### Exercise instructions
Output all of the records exactly as written.

### Provided records

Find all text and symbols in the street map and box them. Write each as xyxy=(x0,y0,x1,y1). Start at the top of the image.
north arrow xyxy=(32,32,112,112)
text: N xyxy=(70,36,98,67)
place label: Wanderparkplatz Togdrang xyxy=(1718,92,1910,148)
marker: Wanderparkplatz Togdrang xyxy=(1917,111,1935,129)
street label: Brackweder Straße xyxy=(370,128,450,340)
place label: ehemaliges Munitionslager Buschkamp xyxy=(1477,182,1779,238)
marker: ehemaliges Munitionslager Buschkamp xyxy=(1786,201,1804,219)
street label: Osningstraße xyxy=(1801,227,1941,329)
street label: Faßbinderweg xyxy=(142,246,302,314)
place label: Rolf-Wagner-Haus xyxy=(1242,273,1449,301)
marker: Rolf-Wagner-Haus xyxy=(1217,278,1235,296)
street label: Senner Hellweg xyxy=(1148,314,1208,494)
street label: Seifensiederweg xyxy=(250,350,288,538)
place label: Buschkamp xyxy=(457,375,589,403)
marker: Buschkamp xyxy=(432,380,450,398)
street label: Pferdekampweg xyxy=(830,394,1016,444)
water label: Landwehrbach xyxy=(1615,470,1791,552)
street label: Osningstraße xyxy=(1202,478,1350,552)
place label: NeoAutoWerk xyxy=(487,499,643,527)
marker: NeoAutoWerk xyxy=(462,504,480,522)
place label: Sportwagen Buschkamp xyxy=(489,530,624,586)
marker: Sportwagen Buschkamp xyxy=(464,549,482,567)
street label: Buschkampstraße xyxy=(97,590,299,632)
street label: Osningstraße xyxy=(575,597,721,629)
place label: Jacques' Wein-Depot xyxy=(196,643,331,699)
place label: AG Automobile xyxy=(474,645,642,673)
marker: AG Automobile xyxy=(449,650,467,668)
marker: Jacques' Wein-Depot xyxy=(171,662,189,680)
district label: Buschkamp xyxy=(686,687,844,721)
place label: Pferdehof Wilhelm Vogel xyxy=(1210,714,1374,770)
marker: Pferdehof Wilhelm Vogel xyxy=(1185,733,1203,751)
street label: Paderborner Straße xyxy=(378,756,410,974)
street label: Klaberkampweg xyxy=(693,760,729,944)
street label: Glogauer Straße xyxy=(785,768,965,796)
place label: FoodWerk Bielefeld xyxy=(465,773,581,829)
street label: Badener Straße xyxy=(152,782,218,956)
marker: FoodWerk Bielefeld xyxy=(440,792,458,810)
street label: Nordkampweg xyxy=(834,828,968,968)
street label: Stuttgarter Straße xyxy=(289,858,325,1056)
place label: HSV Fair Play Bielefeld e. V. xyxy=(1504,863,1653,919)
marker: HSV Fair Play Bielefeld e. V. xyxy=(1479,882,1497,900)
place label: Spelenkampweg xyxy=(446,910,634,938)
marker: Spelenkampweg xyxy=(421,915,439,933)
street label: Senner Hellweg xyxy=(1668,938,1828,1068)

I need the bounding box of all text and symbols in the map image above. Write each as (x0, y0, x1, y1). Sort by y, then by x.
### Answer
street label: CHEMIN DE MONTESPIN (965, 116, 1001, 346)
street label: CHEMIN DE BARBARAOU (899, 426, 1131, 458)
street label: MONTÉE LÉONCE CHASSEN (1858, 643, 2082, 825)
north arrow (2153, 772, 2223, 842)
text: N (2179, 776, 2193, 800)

### Task result
Find all text and symbols in the street map and box them. Write each as xyxy=(x0,y0,x1,y1). Start at the top of the image.
north arrow xyxy=(32,32,112,112)
text: N xyxy=(70,36,98,67)
place label: Wanderparkplatz Togdrang xyxy=(1718,92,1910,148)
marker: Wanderparkplatz Togdrang xyxy=(1917,111,1935,129)
street label: Brackweder Straße xyxy=(370,128,450,340)
place label: ehemaliges Munitionslager Buschkamp xyxy=(1477,182,1779,238)
marker: ehemaliges Munitionslager Buschkamp xyxy=(1786,201,1804,219)
street label: Osningstraße xyxy=(1801,227,1941,329)
street label: Faßbinderweg xyxy=(142,246,302,314)
place label: Rolf-Wagner-Haus xyxy=(1242,273,1449,301)
marker: Rolf-Wagner-Haus xyxy=(1217,278,1235,296)
street label: Senner Hellweg xyxy=(1148,314,1208,494)
street label: Seifensiederweg xyxy=(250,350,288,538)
place label: Buschkamp xyxy=(457,375,589,403)
marker: Buschkamp xyxy=(432,380,450,398)
street label: Pferdekampweg xyxy=(830,394,1016,444)
water label: Landwehrbach xyxy=(1615,470,1791,552)
street label: Osningstraße xyxy=(1202,478,1350,552)
place label: NeoAutoWerk xyxy=(487,499,643,527)
marker: NeoAutoWerk xyxy=(462,504,480,522)
place label: Sportwagen Buschkamp xyxy=(489,530,624,586)
marker: Sportwagen Buschkamp xyxy=(464,549,482,567)
street label: Buschkampstraße xyxy=(97,590,299,632)
street label: Osningstraße xyxy=(575,597,721,629)
place label: Jacques' Wein-Depot xyxy=(196,643,331,699)
place label: AG Automobile xyxy=(474,645,642,673)
marker: AG Automobile xyxy=(449,650,467,668)
marker: Jacques' Wein-Depot xyxy=(171,662,189,680)
district label: Buschkamp xyxy=(686,687,844,721)
place label: Pferdehof Wilhelm Vogel xyxy=(1210,714,1374,770)
marker: Pferdehof Wilhelm Vogel xyxy=(1185,733,1203,751)
street label: Paderborner Straße xyxy=(378,756,410,974)
street label: Klaberkampweg xyxy=(693,760,729,944)
street label: Glogauer Straße xyxy=(785,768,965,796)
place label: FoodWerk Bielefeld xyxy=(465,773,581,829)
street label: Badener Straße xyxy=(152,782,218,956)
marker: FoodWerk Bielefeld xyxy=(440,792,458,810)
street label: Nordkampweg xyxy=(834,828,968,968)
street label: Stuttgarter Straße xyxy=(289,858,325,1056)
place label: HSV Fair Play Bielefeld e. V. xyxy=(1504,863,1653,919)
marker: HSV Fair Play Bielefeld e. V. xyxy=(1479,882,1497,900)
place label: Spelenkampweg xyxy=(446,910,634,938)
marker: Spelenkampweg xyxy=(421,915,439,933)
street label: Senner Hellweg xyxy=(1668,938,1828,1068)

I need the bounding box of all text and symbols in the map image above. Write each as (x0, y0, x1, y1). Sort by y, then by x.
### Answer
street label: CHEMIN DE MONTESPIN (965, 116, 1001, 346)
street label: CHEMIN DE BARBARAOU (899, 426, 1131, 458)
street label: MONTÉE LÉONCE CHASSEN (1858, 643, 2082, 825)
north arrow (2153, 772, 2223, 842)
text: N (2179, 776, 2193, 800)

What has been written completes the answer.